» **Exercise**: Copy the first line of the material below and every later line through the line containing "0 #b49c9d) drop-shadow(-2px", without any other output.

» **Material for this task**:

⁂

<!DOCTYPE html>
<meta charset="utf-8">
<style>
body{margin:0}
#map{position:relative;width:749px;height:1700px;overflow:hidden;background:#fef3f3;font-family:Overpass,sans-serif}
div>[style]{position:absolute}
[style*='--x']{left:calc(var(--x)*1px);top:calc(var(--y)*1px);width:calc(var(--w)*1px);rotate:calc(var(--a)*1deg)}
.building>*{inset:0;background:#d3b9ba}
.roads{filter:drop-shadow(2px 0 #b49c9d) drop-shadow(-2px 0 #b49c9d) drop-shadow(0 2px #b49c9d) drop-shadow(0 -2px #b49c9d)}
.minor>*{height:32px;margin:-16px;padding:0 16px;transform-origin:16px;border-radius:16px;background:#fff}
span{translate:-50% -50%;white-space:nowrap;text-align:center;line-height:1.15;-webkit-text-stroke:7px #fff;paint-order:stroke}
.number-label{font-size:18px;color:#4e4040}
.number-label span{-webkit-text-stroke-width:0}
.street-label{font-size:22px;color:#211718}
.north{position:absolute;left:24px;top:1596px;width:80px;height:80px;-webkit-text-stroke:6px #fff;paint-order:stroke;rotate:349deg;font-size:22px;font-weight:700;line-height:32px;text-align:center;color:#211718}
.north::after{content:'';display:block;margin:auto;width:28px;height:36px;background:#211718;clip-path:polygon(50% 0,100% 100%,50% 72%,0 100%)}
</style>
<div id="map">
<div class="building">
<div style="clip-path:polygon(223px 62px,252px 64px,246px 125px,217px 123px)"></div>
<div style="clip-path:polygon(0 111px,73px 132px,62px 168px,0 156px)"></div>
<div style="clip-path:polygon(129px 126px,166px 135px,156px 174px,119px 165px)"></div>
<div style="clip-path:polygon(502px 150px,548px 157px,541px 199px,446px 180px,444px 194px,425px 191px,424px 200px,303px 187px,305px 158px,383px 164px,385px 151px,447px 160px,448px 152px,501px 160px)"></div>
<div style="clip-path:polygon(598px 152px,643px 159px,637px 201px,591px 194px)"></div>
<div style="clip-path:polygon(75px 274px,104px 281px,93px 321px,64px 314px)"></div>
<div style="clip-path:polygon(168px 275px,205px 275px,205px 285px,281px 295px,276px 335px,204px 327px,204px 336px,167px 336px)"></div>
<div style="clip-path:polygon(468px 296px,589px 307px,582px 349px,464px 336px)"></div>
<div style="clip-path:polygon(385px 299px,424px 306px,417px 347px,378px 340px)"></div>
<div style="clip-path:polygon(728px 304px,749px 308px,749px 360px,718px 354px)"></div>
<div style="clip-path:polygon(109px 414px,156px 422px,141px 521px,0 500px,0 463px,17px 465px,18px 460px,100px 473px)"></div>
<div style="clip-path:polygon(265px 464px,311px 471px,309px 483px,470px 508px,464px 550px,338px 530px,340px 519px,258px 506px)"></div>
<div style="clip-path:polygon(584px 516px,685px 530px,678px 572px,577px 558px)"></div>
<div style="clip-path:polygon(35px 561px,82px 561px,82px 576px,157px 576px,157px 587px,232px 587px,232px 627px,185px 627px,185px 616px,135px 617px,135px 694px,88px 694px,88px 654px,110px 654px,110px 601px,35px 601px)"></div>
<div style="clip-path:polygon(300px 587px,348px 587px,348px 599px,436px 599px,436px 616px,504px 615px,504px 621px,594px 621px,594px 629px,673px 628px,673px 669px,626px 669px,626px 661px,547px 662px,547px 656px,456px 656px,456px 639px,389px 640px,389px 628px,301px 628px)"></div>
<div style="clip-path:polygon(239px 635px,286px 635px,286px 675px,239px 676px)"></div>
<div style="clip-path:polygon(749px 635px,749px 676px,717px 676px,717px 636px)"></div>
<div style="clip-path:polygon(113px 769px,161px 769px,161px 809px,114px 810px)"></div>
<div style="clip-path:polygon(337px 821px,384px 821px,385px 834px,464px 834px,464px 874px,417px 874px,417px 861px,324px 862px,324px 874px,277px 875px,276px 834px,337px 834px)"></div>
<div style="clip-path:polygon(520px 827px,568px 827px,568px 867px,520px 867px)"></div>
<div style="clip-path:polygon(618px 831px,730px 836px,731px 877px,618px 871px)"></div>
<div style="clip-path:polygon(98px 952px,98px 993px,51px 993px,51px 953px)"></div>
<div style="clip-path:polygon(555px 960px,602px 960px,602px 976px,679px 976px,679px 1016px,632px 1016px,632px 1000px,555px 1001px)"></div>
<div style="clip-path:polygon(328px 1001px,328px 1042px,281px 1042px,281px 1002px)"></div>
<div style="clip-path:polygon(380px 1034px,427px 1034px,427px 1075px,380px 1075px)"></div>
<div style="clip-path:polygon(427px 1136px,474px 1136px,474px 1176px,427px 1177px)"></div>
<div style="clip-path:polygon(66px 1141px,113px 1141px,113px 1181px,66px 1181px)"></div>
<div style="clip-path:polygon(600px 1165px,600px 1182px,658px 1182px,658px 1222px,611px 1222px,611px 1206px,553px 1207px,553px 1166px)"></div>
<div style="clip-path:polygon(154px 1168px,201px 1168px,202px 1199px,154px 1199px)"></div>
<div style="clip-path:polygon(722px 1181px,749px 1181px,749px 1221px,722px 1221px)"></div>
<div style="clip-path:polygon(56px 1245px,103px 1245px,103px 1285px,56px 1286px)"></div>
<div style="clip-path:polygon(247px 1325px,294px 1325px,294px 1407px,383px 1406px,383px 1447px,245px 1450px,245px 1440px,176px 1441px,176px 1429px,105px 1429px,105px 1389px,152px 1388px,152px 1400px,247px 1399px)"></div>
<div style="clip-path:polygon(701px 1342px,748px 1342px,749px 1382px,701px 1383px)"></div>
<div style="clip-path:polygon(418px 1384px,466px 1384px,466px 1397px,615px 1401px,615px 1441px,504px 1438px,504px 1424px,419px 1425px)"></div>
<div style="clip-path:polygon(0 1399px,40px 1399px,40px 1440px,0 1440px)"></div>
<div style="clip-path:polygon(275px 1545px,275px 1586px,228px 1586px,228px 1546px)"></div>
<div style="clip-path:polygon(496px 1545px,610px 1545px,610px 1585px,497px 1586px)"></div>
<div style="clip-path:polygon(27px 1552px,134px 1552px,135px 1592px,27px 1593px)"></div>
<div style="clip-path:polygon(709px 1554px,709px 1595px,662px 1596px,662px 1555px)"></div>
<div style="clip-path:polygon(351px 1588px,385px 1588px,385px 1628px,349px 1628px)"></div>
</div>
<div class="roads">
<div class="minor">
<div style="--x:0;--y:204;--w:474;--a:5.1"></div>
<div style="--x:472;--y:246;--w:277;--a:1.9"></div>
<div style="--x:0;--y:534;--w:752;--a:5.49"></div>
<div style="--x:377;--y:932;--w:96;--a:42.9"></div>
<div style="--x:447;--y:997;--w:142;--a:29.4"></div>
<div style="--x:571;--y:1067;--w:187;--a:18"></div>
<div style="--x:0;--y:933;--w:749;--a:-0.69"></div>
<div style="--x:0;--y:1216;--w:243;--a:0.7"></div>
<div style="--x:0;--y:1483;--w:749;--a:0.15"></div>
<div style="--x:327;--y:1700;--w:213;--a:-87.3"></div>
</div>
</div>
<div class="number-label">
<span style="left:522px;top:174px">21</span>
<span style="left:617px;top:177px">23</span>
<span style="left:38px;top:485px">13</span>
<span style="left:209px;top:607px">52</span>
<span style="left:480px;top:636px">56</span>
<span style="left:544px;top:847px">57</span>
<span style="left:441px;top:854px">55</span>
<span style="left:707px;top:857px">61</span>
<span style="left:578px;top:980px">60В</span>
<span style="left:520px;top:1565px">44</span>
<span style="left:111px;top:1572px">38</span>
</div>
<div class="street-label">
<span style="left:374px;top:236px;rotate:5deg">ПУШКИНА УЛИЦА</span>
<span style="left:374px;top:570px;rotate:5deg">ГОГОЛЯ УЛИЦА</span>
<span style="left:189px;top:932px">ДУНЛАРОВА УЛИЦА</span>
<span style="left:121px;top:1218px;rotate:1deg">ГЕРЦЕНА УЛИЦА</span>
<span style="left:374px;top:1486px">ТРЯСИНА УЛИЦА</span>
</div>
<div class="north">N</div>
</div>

⁂

» **Task solution**:
<!DOCTYPE html>
<meta charset="utf-8">
<style>
body{margin:0}
#map{position:relative;width:749px;height:1700px;overflow:hidden;background:#fef3f3;font-family:Overpass,sans-serif}
div>[style]{position:absolute}
[style*='--x']{left:calc(var(--x)*1px);top:calc(var(--y)*1px);width:calc(var(--w)*1px);rotate:calc(var(--a)*1deg)}
.building>*{inset:0;background:#d3b9ba}
.roads{filter:drop-shadow(2px 0 #b49c9d) drop-shadow(-2px 0 #b49c9d) drop-shadow(0 2px #b49c9d) drop-shadow(0 -2px #b49c9d)}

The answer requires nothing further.